Other than that we’ve been hanging out with friends and watching movies at Montecasino, playing the occasional rousing game of air hockey and betting on roulette. We’ve recently seen Spiderman 2, Captain America and Noah. Hey, I never said life in another country was always glamorous!
So I was sitting at the kitchen table today, browsing the internet, doing important things, like looking at pictures of cute puppies on Pinterest, when the internet refused to obey my command once again. Loading…Loading…Loading. Frustration ensues as I get up to hit the reset button on our wireless router for the 5th time today.
All of which got me thinking: 1.) Just how ridiculous it was to be so annoyed over bad internet connectivity 2.) How many times have you wished you could just hit the reset button and start all over again? Not necessarily because things are that bad but just to have a fresh start?
I can think of a lot of things that South Africa has given me in the past 8 months. But the biggest gift? Perspective.
I’ve lived in Florida my whole life, so when friends would complain about the government, traffic, weather, gas prices, whatever, I usually tended to agree with them. I didn’t know any better. I didn’t have anything to compare it to. But the beauty of travel is it opens your eyes.
Here in South Africa I’ve seen A LOT. In my opinion, some of it was better than home. I’ve seen the most beautiful sunsets (yes some, prettier than Florida!), elephants, giraffes and leopards in Kruger, and experienced a laid back lifestyle that would give my hometown a run for its money. If you have a well-paying job in South Africa, most people will say that life is pretty good. But I’ve also seen the dark side of South Africa: heart-wrenching poverty, horrendous traffic, power outages, a corrupt government, and while I haven’t experienced crime firsthand, it certainly exists.
Any given day, you can walk down the streets of Joburg and find people digging through trash bins, building houses made of scrap metal, begging in the street medians and buying nothing but maize meal at the grocery store because that’s all they can afford. Despite all of this, South Africans are, for the most part, a friendly nation. And here I am typing on my MacBook, complaining about resetting my wireless router and drinking a cappuccino? The only real difference between myself and them? It really boils down to the fact that I was privileged to be born in America to a middle class family. Talk about perspective.

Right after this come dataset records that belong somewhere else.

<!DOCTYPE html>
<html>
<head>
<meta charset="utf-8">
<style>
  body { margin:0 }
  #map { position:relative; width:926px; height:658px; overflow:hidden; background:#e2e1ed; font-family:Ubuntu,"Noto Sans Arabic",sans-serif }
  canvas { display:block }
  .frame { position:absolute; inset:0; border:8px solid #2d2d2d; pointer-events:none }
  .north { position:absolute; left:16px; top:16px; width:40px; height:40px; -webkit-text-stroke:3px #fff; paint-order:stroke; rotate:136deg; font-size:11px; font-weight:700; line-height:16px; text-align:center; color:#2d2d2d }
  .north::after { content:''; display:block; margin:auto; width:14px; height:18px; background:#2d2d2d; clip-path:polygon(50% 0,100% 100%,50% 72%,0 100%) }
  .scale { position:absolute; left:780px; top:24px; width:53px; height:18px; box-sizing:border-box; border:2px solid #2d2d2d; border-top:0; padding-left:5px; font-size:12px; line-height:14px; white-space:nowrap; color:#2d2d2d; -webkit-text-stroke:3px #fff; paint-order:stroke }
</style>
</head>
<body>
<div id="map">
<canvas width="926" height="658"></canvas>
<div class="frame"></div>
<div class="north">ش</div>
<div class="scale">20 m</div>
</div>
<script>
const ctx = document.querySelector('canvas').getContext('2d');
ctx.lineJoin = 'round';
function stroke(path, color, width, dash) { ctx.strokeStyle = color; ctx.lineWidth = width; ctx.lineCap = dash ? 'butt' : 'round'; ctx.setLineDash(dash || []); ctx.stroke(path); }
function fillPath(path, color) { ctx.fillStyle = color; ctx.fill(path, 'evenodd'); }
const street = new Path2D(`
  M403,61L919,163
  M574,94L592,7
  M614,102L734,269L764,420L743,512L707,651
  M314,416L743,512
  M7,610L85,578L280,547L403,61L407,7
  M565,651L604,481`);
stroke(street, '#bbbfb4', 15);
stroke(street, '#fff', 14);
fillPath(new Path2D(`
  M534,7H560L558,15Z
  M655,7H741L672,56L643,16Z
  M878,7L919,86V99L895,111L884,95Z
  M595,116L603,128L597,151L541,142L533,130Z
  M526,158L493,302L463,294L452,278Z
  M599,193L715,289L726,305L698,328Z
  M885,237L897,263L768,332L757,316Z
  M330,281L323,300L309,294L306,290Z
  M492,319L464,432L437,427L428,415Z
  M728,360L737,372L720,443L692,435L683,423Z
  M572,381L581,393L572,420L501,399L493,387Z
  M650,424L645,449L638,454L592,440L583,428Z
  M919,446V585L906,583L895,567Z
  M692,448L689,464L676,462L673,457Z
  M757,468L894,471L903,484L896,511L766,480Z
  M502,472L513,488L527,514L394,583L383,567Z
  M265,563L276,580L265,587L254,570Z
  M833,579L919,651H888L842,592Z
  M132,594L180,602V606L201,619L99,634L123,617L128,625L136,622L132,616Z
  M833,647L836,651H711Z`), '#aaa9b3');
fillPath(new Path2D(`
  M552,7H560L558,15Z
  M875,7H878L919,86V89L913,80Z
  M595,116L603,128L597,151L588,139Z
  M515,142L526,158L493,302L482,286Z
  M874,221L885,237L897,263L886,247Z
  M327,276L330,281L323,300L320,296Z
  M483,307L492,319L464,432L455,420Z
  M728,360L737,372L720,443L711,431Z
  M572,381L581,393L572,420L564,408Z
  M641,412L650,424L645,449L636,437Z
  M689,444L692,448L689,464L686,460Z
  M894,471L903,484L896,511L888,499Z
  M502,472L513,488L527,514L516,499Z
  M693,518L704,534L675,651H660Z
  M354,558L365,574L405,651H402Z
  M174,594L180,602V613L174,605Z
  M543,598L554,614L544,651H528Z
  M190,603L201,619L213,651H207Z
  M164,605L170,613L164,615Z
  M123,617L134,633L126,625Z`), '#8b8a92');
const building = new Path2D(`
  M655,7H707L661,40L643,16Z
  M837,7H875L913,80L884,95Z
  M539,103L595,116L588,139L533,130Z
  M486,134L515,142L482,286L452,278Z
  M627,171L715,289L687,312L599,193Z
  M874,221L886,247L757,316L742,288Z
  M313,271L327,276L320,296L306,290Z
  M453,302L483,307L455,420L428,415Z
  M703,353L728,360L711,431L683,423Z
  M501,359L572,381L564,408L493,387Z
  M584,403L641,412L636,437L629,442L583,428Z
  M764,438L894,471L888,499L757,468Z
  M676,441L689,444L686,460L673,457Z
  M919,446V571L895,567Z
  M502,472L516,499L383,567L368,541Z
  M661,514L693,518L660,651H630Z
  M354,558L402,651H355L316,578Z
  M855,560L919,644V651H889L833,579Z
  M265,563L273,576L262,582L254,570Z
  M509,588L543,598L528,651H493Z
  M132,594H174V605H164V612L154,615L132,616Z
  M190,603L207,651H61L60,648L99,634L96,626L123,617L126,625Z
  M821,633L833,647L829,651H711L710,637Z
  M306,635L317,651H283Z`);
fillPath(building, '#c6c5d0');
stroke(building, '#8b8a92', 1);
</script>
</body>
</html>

I know there are plenty of less fortunate people in the states, but here in South Africa, where there is a 36% unemployment rate, you can’t NOT see it. There are no food stamps, GoodWills, or loads of non-profits just waiting to help the needy. They fend for themselves here. Unfortunately, with the current election, I can’t see the economy getting much better. I hope I’m wrong. I’d love to return to a beautiful AND economically prosperous South Africa and bring my children here for years to come.
All of this perspective has made me realize how truly lucky I am and how thankful I am for my situation. I can act like I’m stressed about finding a job and a place to live when I get back to Florida, but the fact is I’ll find somewhere to work. I have a great education, experience and family to lean on. And I won’t find myself homeless, making my bed on the side of the highway. For this I feel humbled, fortunate and if I am being honest, a little guilty. What have a done to deserve to be able to live for nearly a year abroad and then go back to my cozy little place in the world I call home, worry free?
In a way I see our return home as the equivalent of a wireless router’s “reset button.” Which is pretty awesome. We are literally getting the chance to rebuild our lives. Live where we want, get the jobs we want, spend time with the people we want. We are obligation free.
I’ve decided I want to spend time doing what makes me happy, what energizes me (maybe take up our iceskating hobby back home?!) I plan on complaining a lot less and appreciating a lot more. I plan to have braais and spend time with people I care about. To do things I’ve always wanted to do but have been too scared to try. To volunteer. To stop making excuses and live for today.
Thank you, South Africa, for the amazing gift.